If you have read my earlier columns, then you already know the facts. Haiti suffered a magnitude 7.0 earthquake on January 12, 2010. To date, an estimated 222,000 were killed; officials estimate that once the rubble is removed that the numbers will increase to over 300,000. Over 300,000 were injured, resulting in thousands of newly disabled. Additionally, 1.2 million are living in spontaneous camps, and over 3 million people are affected.
Millions of ordinary U.S. citizens responded to the quake with their hearts and their pocketbooks. Over $600 million dollars were raised in the U.S. alone and the Obama administration committed $100 million to the relief effort. Today, almost two months after the quake, millions of meals have been served and about 50,000 emergency shelters (tarpaulins or tents) have been distributed. These efforts are noteworthy; however, the devastation caused by the earthquake exceeds the levels of support provided by the international community. While many in Port-au-Prince have yet to receive any help at all, humanitarian flights have decreased by 50 percent.
I spoke with a colleague who recently returned from Haiti and she shared that a community located just 10 – 15 minutes away from the airport, which is where humanitarian supplies are stored; a neighborhood of approximately 300 people had received no access to food and other supplies. So they have self-organized. Relying on community resources, including food and financial savings, they have been able to provide for their own basic needs. As a result of the quake community members are unemployed, their schools are destroyed, and savings are now exhausted. This community and hundreds of communities throughout the country do not have access to food or other relief distributions.

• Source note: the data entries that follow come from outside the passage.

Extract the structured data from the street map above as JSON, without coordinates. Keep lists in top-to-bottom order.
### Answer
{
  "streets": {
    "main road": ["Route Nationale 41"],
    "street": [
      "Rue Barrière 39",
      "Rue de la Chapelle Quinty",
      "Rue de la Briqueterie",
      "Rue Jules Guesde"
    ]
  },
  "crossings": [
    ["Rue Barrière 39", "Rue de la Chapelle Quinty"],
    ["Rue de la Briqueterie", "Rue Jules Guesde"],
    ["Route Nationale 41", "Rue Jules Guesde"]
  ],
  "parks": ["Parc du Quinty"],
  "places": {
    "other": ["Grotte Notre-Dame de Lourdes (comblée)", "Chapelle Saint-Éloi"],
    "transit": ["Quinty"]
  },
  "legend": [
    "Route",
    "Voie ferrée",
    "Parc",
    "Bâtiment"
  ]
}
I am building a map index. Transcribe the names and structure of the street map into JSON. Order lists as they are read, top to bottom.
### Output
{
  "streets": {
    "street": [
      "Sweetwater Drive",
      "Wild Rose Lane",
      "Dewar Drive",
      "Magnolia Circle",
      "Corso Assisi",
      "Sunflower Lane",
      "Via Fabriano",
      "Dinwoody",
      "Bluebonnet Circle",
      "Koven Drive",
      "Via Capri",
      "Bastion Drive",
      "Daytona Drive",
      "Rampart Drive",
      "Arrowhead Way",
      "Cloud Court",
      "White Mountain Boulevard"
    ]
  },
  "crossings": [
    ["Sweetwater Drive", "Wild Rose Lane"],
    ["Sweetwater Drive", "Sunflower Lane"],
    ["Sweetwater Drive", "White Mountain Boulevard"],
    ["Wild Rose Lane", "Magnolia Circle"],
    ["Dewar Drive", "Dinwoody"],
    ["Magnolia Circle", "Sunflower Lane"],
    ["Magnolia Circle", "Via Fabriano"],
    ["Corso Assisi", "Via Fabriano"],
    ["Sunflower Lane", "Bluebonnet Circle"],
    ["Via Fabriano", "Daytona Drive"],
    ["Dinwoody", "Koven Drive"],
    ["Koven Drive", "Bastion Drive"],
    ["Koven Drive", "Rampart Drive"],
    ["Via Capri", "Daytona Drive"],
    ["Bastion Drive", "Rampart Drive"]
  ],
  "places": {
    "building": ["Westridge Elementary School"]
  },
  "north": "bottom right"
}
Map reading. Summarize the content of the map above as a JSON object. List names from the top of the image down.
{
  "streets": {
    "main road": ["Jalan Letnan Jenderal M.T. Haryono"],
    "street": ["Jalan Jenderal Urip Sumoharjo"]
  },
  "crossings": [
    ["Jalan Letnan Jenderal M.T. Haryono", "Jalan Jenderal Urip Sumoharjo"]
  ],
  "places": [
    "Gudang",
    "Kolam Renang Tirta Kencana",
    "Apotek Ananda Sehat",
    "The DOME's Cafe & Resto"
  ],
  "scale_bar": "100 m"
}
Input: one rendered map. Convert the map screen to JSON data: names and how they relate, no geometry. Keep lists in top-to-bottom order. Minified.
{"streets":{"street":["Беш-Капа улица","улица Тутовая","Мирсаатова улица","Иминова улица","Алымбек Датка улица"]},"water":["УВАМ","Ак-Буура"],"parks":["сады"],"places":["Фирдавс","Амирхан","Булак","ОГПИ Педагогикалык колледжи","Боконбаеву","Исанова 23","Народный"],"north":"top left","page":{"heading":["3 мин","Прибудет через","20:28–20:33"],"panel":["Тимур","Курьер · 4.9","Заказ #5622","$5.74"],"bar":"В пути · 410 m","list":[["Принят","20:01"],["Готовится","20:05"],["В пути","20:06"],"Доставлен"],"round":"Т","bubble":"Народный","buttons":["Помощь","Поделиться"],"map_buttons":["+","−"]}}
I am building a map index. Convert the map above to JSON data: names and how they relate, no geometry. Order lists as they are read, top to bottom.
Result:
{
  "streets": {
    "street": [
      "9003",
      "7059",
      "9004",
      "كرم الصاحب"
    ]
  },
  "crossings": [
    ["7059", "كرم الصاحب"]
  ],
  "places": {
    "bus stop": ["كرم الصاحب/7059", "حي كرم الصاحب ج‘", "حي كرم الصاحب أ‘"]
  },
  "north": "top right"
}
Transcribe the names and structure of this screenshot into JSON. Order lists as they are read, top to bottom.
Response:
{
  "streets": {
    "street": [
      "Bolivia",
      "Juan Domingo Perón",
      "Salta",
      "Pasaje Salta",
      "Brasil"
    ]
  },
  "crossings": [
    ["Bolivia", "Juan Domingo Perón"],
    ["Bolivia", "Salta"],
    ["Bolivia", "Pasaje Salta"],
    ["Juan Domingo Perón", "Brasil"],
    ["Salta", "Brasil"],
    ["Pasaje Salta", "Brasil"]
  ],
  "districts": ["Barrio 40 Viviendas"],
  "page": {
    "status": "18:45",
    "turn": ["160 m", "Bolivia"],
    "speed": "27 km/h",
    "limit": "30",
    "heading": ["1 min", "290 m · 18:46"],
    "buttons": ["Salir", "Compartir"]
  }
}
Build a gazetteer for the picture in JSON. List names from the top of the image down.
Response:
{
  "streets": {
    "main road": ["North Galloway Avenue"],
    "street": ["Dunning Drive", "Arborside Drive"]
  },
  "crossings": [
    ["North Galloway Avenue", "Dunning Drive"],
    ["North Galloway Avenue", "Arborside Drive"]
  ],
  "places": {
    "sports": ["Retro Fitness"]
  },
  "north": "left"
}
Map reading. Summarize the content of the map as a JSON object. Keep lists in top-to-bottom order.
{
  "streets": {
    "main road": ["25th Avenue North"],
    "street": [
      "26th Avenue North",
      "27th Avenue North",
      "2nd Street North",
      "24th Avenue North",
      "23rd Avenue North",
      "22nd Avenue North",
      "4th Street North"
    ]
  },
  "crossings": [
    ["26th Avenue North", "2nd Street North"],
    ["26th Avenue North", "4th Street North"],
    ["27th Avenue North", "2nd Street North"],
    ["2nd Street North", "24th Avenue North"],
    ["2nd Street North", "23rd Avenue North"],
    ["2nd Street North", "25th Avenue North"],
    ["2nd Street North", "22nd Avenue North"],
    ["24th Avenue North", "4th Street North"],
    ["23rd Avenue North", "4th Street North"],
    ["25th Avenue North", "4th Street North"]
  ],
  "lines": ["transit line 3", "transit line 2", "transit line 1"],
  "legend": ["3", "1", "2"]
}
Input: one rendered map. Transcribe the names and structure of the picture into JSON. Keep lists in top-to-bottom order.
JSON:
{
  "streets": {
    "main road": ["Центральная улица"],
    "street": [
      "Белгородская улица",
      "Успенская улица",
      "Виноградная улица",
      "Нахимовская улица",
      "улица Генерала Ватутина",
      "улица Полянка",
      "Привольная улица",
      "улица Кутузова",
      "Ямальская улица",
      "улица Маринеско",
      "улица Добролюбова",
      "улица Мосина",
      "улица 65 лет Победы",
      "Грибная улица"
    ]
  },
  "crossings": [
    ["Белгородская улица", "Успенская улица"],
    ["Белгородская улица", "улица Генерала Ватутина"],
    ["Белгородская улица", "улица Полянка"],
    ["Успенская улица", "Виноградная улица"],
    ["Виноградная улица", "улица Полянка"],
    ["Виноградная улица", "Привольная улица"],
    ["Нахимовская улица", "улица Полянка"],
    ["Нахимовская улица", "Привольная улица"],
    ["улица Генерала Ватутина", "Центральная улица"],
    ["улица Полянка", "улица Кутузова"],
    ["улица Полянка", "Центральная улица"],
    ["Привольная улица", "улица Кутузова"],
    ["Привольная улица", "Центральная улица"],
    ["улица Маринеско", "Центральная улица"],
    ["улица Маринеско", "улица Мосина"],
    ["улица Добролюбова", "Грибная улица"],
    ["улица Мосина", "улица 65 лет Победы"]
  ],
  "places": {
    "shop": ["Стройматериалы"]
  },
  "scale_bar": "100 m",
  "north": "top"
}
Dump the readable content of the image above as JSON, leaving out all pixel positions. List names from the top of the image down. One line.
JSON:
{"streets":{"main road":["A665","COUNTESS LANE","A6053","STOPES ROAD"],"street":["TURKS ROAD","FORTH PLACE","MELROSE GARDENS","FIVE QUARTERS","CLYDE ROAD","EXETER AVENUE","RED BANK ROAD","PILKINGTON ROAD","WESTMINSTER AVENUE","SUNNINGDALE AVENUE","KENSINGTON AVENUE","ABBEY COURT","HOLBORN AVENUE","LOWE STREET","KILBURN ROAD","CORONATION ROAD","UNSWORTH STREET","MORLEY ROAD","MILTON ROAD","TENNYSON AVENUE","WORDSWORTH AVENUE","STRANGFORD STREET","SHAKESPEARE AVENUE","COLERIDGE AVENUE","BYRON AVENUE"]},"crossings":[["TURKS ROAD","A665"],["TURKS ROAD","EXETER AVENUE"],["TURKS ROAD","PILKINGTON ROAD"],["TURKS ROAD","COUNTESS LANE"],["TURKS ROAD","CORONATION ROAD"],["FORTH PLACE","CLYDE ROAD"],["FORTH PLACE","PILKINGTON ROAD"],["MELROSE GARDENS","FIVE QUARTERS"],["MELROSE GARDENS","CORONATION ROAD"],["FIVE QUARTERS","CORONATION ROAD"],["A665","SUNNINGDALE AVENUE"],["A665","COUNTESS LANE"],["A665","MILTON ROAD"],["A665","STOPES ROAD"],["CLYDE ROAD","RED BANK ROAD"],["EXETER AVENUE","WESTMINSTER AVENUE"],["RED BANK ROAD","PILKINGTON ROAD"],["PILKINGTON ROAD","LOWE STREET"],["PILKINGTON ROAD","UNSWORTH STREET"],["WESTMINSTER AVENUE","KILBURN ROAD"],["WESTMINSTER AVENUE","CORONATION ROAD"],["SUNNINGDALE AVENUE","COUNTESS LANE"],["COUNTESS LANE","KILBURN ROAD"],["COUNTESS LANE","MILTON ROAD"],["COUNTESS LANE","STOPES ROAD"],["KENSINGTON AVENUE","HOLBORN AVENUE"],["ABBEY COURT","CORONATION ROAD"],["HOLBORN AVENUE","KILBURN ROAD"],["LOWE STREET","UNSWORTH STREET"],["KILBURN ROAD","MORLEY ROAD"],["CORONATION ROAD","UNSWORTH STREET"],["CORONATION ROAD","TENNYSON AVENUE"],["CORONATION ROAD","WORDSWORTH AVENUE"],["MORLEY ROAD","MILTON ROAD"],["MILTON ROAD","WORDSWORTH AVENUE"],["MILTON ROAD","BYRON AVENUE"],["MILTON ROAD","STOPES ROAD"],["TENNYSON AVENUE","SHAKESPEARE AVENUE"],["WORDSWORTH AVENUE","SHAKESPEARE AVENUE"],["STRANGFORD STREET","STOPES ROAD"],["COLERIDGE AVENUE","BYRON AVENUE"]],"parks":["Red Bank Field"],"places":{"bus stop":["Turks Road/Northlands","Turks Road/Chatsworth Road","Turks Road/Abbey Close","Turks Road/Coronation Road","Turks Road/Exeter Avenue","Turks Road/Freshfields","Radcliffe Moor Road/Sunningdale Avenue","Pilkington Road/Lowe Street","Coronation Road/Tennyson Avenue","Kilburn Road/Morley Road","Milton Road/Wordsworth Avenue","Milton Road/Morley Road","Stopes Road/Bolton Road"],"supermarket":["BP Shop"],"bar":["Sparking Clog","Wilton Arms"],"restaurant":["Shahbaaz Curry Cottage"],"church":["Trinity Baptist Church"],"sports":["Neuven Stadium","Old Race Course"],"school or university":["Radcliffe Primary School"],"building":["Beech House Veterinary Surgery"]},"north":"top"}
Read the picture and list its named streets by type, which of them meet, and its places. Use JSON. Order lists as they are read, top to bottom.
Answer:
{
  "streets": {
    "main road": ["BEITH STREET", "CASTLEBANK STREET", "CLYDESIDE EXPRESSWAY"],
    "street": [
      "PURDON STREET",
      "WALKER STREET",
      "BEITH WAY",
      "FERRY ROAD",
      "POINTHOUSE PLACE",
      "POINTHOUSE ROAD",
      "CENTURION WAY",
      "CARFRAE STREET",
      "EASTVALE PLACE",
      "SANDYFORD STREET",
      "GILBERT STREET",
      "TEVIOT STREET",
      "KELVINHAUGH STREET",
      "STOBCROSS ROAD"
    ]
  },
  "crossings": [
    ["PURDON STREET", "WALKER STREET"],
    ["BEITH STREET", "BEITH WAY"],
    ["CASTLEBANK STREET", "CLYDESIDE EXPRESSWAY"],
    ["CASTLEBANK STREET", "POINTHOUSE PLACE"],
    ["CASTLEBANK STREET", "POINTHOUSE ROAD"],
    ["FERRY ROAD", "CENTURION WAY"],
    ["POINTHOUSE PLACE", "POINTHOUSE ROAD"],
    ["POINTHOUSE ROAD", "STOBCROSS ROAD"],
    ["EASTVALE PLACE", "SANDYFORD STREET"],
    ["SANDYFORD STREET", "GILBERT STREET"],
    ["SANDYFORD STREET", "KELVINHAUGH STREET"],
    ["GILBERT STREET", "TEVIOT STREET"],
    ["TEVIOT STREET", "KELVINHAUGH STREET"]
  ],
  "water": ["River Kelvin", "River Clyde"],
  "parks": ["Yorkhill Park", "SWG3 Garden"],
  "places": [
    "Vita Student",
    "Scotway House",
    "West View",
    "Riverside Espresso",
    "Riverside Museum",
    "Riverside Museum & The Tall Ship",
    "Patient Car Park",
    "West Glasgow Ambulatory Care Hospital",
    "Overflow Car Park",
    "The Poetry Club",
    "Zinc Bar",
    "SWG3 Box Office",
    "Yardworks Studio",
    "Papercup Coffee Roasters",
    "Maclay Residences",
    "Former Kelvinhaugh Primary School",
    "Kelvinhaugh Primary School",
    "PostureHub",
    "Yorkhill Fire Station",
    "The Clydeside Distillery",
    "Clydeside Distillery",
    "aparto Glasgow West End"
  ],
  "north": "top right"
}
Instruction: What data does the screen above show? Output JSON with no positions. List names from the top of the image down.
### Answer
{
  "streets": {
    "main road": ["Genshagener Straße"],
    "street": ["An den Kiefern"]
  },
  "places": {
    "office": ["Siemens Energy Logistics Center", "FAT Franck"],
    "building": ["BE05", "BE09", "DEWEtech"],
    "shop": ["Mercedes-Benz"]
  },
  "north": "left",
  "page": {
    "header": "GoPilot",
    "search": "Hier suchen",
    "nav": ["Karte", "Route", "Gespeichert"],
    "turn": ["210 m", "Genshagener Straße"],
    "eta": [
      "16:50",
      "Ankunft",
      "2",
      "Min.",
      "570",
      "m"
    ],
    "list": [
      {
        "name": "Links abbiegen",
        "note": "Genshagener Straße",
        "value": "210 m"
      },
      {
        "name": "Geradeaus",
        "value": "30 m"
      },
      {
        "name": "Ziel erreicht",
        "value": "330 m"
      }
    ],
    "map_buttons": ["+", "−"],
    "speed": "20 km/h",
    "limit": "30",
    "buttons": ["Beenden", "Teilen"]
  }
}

I know, before boarding my flight that the situation remains dire, around the country people in camps require food, shelter, health care, sanitation and access to cash for work programs. The rains have already begun and there is significant concern given the crowded and unsanitary conditions in which most are forced to live; new medical emergencies, such as diarrhea and respiratory infections are feared.
I’ll be visiting a few of the secondary cities as well as rural areas to better understand the conditions facing the more than 600,000 displaced peoples who have left the Port-au-Prince area for the rural countryside and smaller towns.
Part of what I hope to better understand is the way in which we can support increasing distribution at the local level, outside the capitol city. I’ll be looking for evidence that our government is supporting the distribution of agricultural inputs and seeds, so that peasants and farmers can grow their own food and Haiti can become self-sufficient. Agriculture provides 60 percent of the national food production and seeds need to be made available immediately; planting season began on February 19. Lastly, I will be looking to see the extent to which Haitian government and civil society are being included in the discussions around reconstruction. And to determine ways in which African American and Haitian Americans can join together in solidarity with the people of Haiti to ensure that their immediate needs are met and that the long-term goal of a sovereign nation are addressed.